## Required work
The answer must be every line from the entries below that includes "name".

## Extracted information

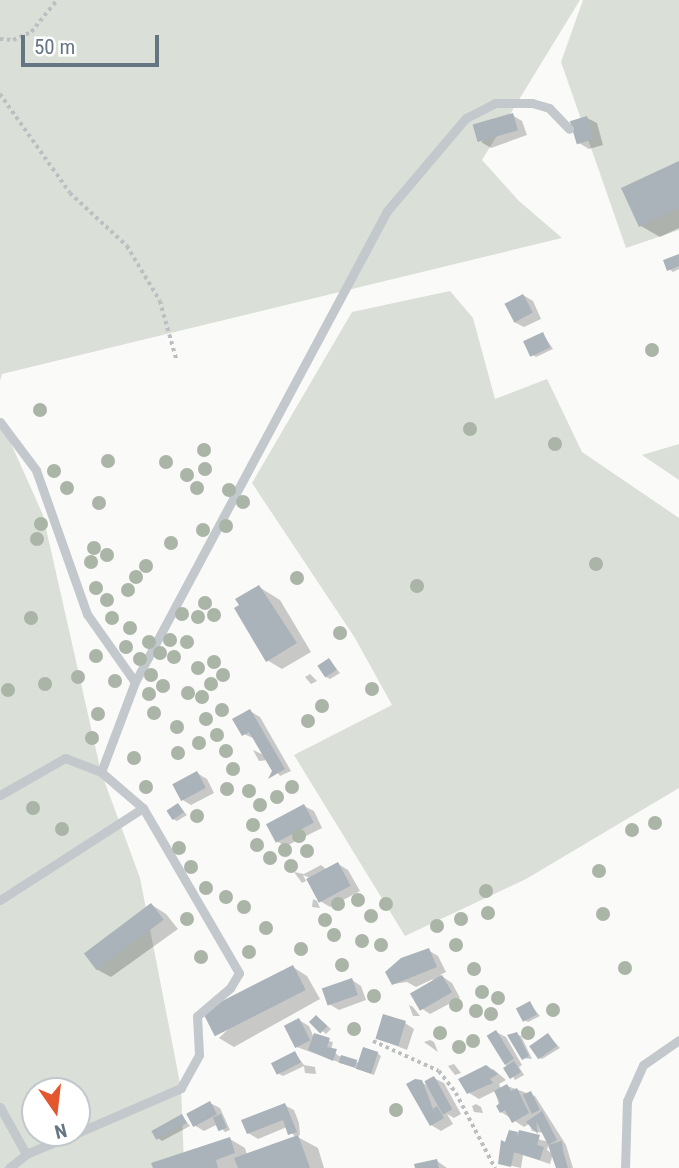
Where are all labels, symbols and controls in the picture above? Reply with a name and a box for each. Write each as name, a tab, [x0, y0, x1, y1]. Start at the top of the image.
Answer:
scale bar	[24, 21, 163, 65]
text: 50 m	[34, 35, 75, 59]
north arrow	[21, 1077, 91, 1147]
text: N	[52, 1118, 69, 1143]

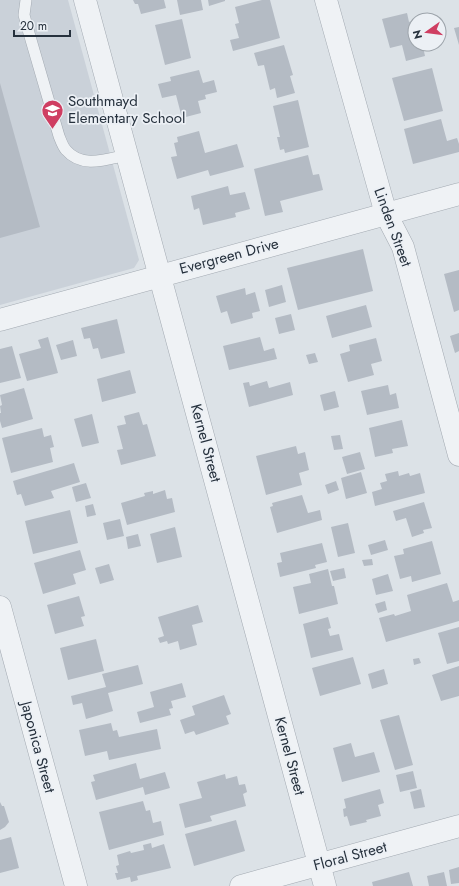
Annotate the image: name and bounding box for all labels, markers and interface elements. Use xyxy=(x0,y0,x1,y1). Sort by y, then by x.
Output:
scale bar xyxy=(14,12,70,38)
north arrow xyxy=(407,12,447,52)
text: 20 m xyxy=(20,17,47,35)
text: N xyxy=(408,28,426,41)
place label: Southmayd Elementary School xyxy=(68,90,185,129)
school or university icon: Southmayd Elementary School xyxy=(39,97,65,130)
street label: Linden Street xyxy=(368,184,418,270)
street label: Evergreen Drive xyxy=(177,232,281,280)
street label: Kernel Street xyxy=(185,401,227,485)
street label: Japonica Street xyxy=(15,697,61,796)
street label: Kernel Street xyxy=(269,714,311,798)
street label: Floral Street xyxy=(311,836,390,876)

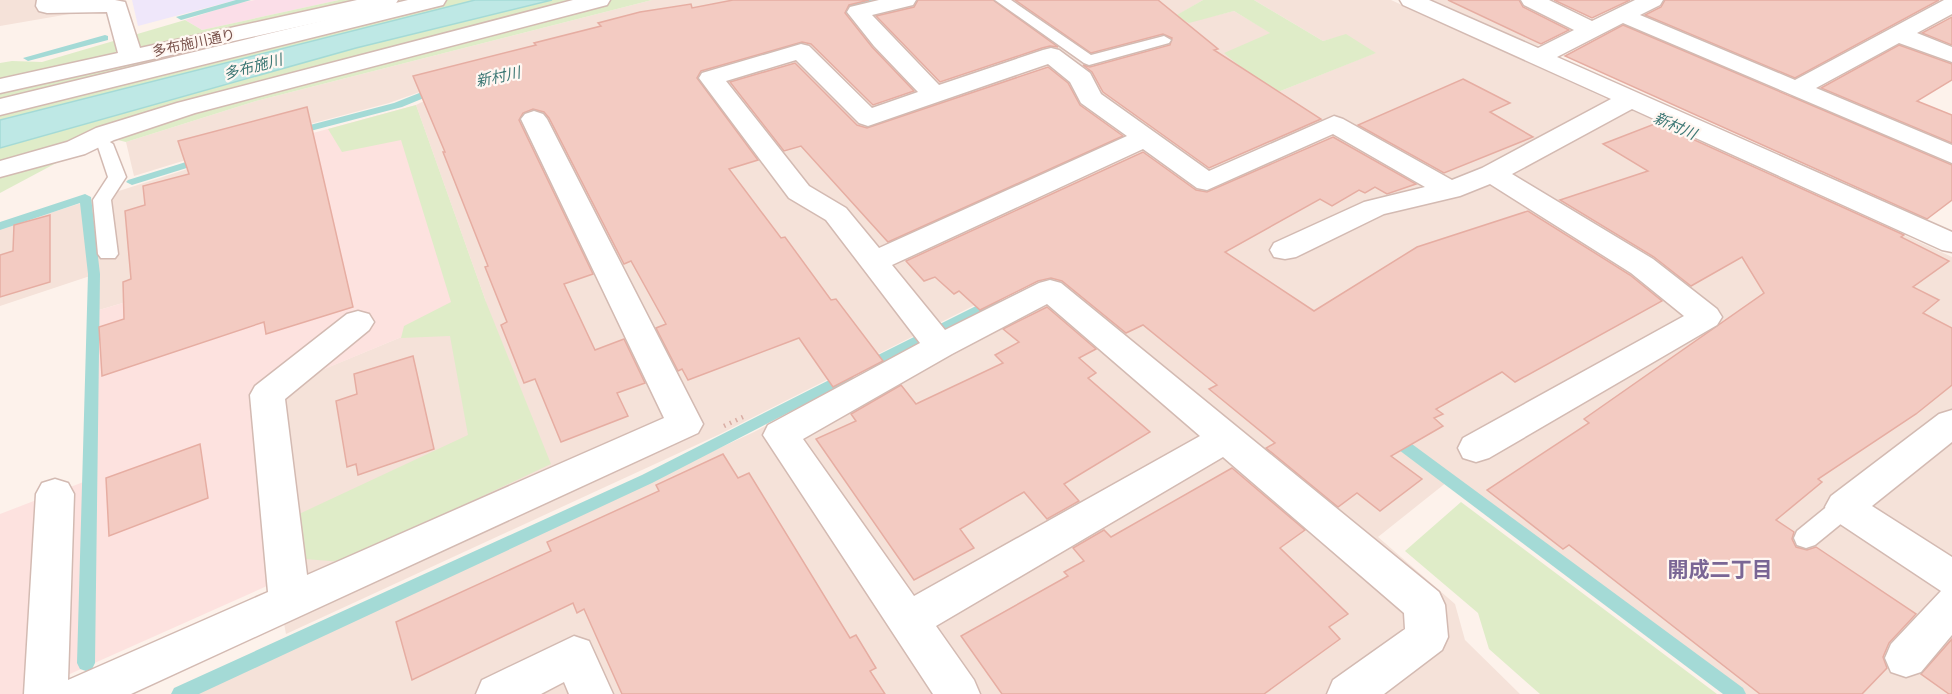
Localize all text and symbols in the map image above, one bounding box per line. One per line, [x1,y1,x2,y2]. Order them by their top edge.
street label: 多布施川通り [151,26,237,60]
water label: 多布施川 [222,50,286,83]
water label: 新村川 [474,63,524,90]
water label: 新村川 [1651,109,1701,144]
district label: 開成二丁目 [1668,557,1773,582]

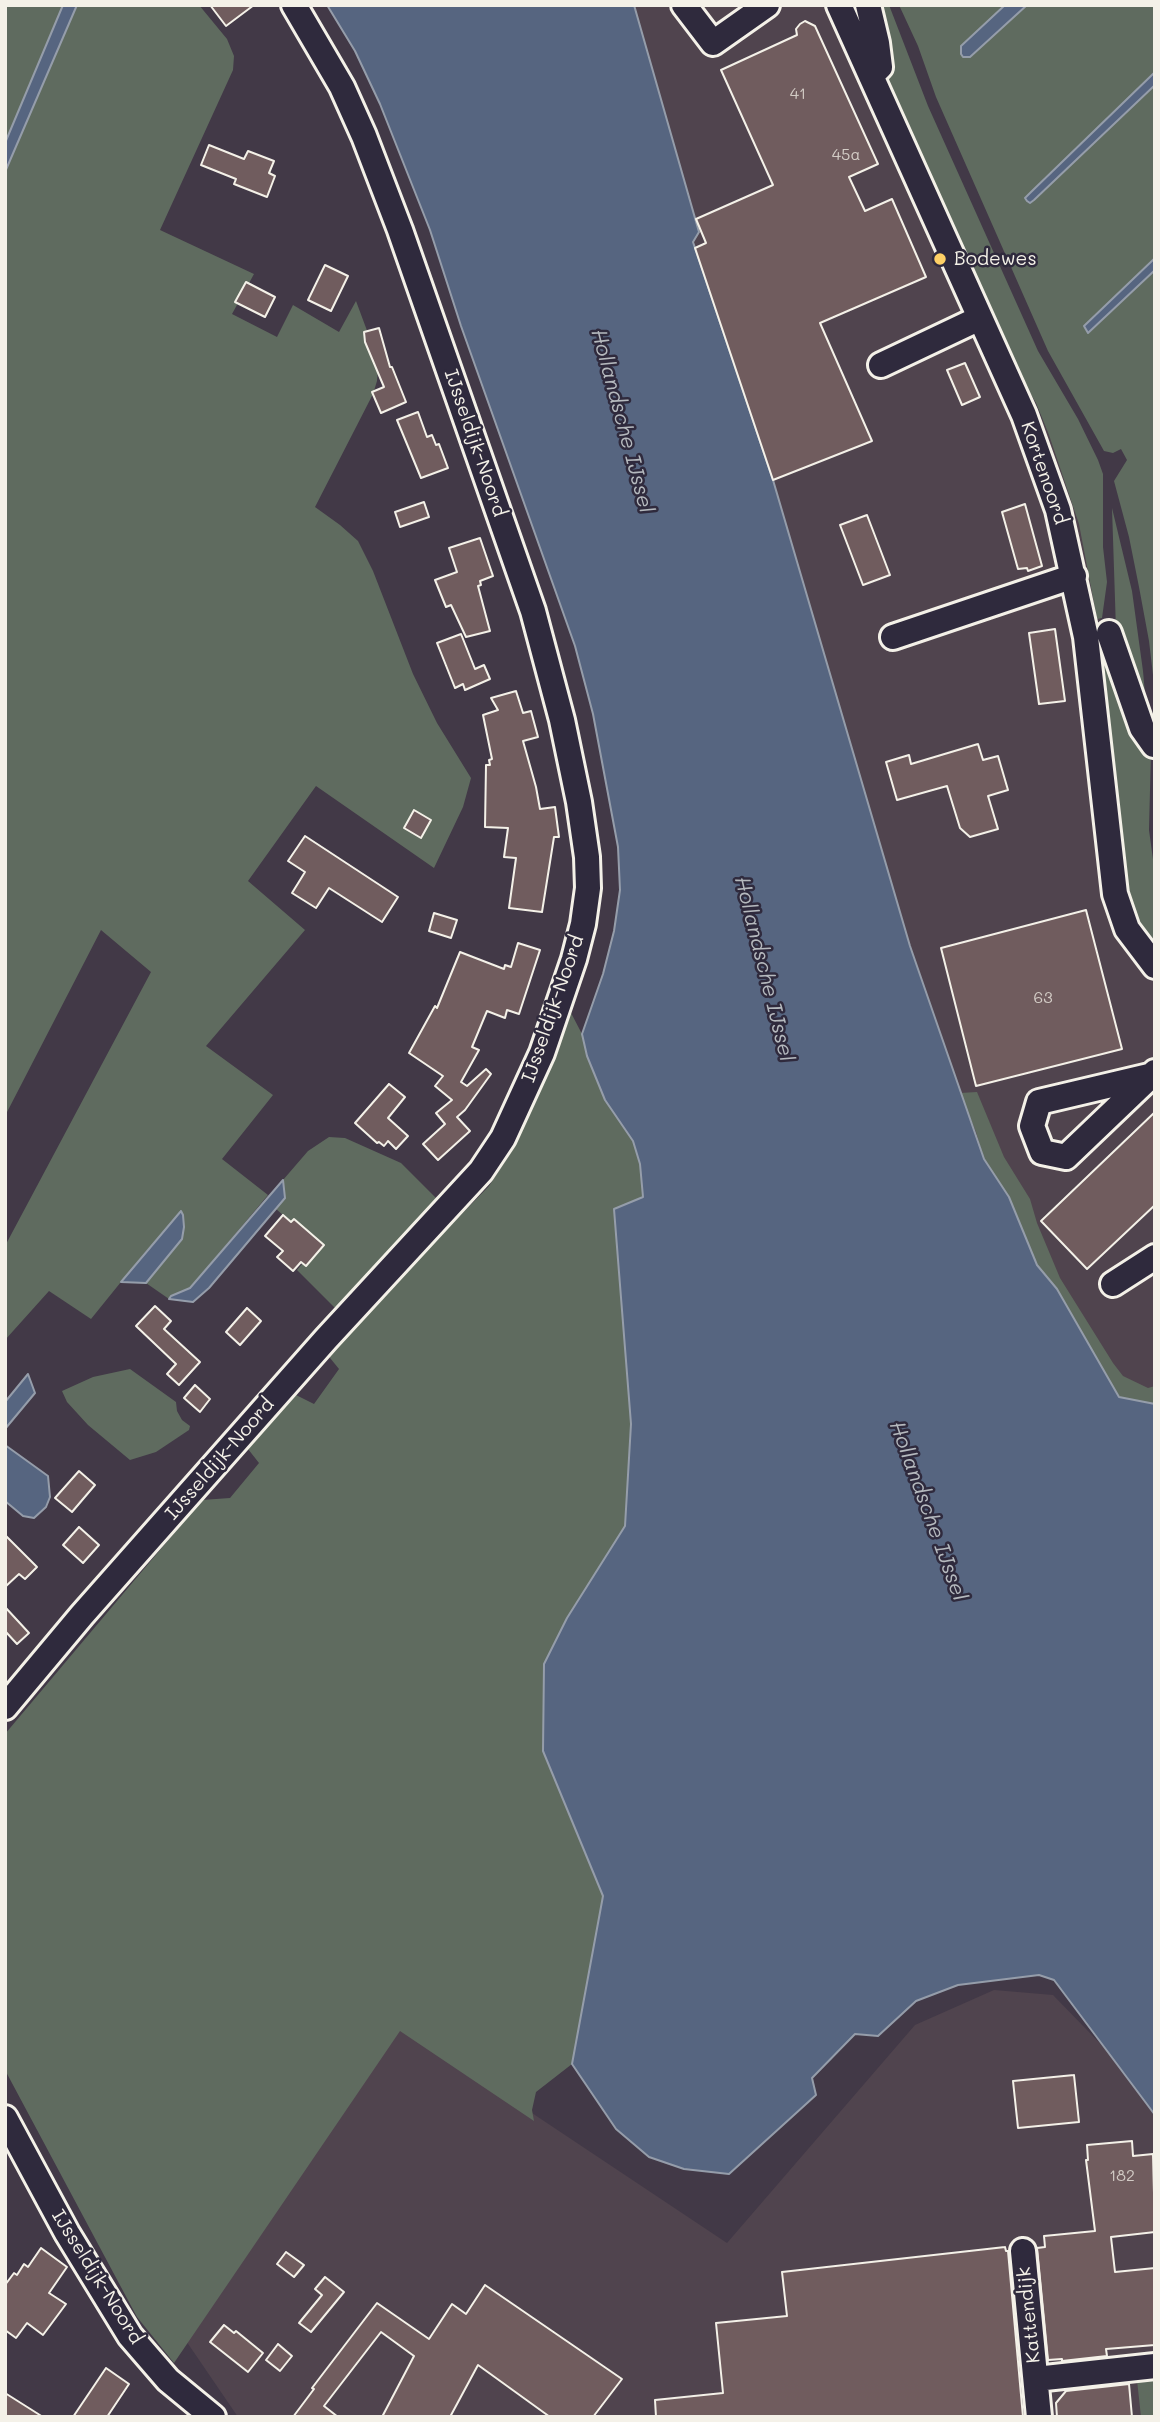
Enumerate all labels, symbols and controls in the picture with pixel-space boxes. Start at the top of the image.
house number: 41 [790,84,806,104]
house number: 45a [832,145,860,165]
place label: Bodewes [954,248,1037,270]
marker: Bodewes [932,251,948,267]
water label: Hollandsche IJssel [585,326,659,516]
street label: IJsseldijk-Noord [439,366,511,520]
street label: Kortenoord [1016,419,1072,527]
water label: Hollandsche IJssel [729,874,799,1064]
street label: IJsseldijk-Noord [517,932,589,1086]
house number: 63 [1033,988,1053,1008]
street label: IJsseldijk-Noord [161,1393,279,1525]
water label: Hollandsche IJssel [884,1418,972,1604]
house number: 182 [1109,2166,1135,2186]
street label: IJsseldijk-Noord [46,2206,148,2348]
street label: Kattendijk [1013,2266,1045,2364]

## Response box
Where are all labels, symbols and controls in the picture above? Reply with a name and a box for each. Write each as name, a tab, [x0, y0, x1, y1]. Start at the top of the image.
Annotate the image: name and bounding box for all labels, markers and interface elements. Use xyxy=(x0,y0,x1,y1). Sort by y, then by x.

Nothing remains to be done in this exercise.